At Texas Health Resources, the CMIO is operational, tactical and focused on physicians, while Velasco says the CHIO concentrates on healthcare broadly and is "strategic and future oriented. It is more about where the organization is going and how we can support it."

Appreciation of informatics

Pam Arlotto, president and chief executive officer of Maestro Strategies, differentiates the CMIO role from that of the CHIO by explaining that adding a CHIO usually reflects the organization's realization that informatics is a key component of effective population health management.
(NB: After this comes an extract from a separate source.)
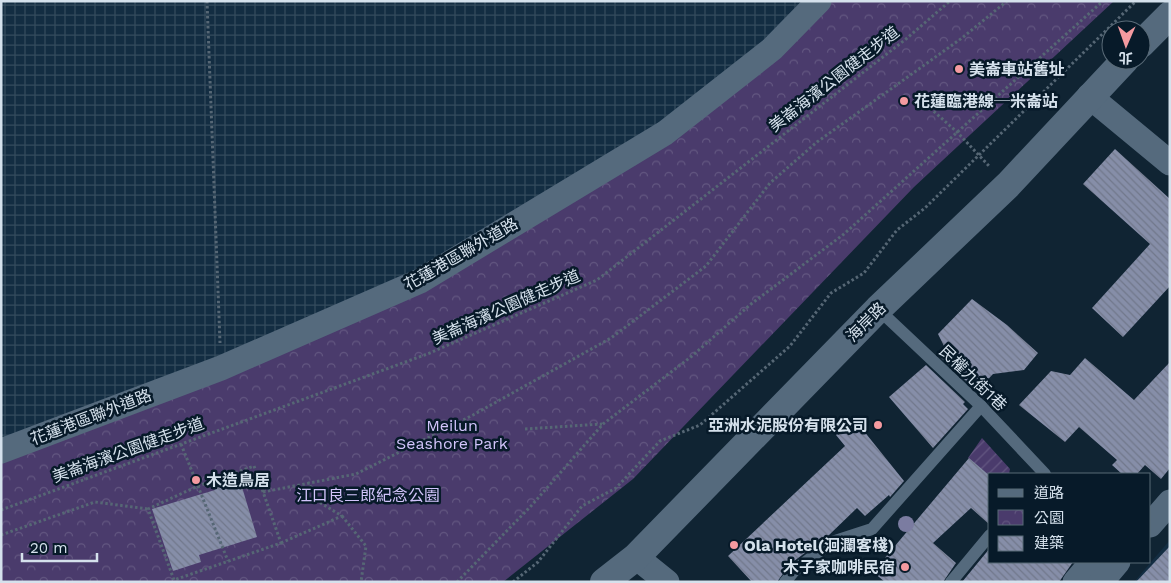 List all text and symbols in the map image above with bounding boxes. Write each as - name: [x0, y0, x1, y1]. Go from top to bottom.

Unlike the CMIO, the CHIO role typically "is the formalization of the clinical executive who has responsibility for the information and using it to redesign the practice of clinical care," Arlotto says. But there are no universal definitions of titles and job responsibilities, she adds. In some cases, CMIOs' responsibilities are expanding as healthcare organizations recognize IT's crucial role in making a successful transition to a value-based reimbursement system.

Steven Margolis, MD, is one such CMIO who has broader responsibilities. He holds the titles of CMIO and assistant vice president at Adventist Health, Roseville, Calif. He reports to the CIO but works closely with the CMO. Nonetheless, he spends most of his time on strategic issues.

Margolis moved from the position of CMIO at Orlando Health to the CMIO role at Adventist in 2010, and it soon became clear that one CMIO wasn't enough.

"As the organization grew, it became beyond the reach of one physician, and we added two more," Margolis says, noting that Adventist Health's facilities are spread among four states: Hawaii, California, Washington and Oregon.

Called clinical information system medical directors, the doctors were hired in 2010 and 2012, and they have taken on the traditional CMIO role. They "are working at a very granular level on specialty-specific workflow and content, and documentation and roles and things like that," Margolis says. This has freed up time that enables Margolis "to be more strategic."

A business intelligence group-including data scientists-also reports to Margolis. The group is building an enterprise data warehouse and associated tools to help clinicians keep tabs on their patients at an individual level as well as a population level.

At Adventist Health, all hospitals and clinics have EHRs; most hospitals have completed meaningful use stage 2, while most physicians have completed stage 1.

Combined roles

Marc Chasin, MD, has a job that represents another iteration of the CMIO role. He is the VP, CIO and CMIO at St. Luke's Health System in Boise, Idaho. By fulfilling these roles, he not only taps into his expertise on clinical workflow as a physician, but also his knowledge as a CIO about the "heavy lifting and cost and risk" involved in making a change to the EHR, improving his ability to prioritize competing requests for EHR optimization.

So far, the health system's EHR is live at 120 clinics and a large medical group of aligned but independent physicians. Rollout of the system to nine hospitals-four acute-care, three critical access and two rehabilitation facilities-is scheduled to occur in 2016.

"There is no way I have enough time in a day to do all of this," he says. "The key is to hire and work with very smart people you build a trusting relationship with."

In addition to information systems staff, this also includes 43 practicing physicians who serve as "ambassadors of clinical transformation," providing input on IS issues and working directly with their physician colleagues.

At Sutter Health, two CMIOs share duties in Sutter Health Valley Area, an operating unit that includes nine hospitals in the Sacramento Valley, Central Valley and Foothills area of Northern California. Sundeep H. Desai, MD, an internist, and Calvin E. Olson, MD, a gastroenterologist, spend about 80 percent of their time in the CMIO role and 20 percent seeing patients. When in CMIO mode, they work primarily on system optimization because all the hospitals are live on an EHR, although they also are involved in strategic planning.

A third regional CMIO works in Sutter's Bay Area operating unit.

"The CMIO role is the bridge between the information systems department and our clinical departments," Desai says of his and Olson's role at Sutter.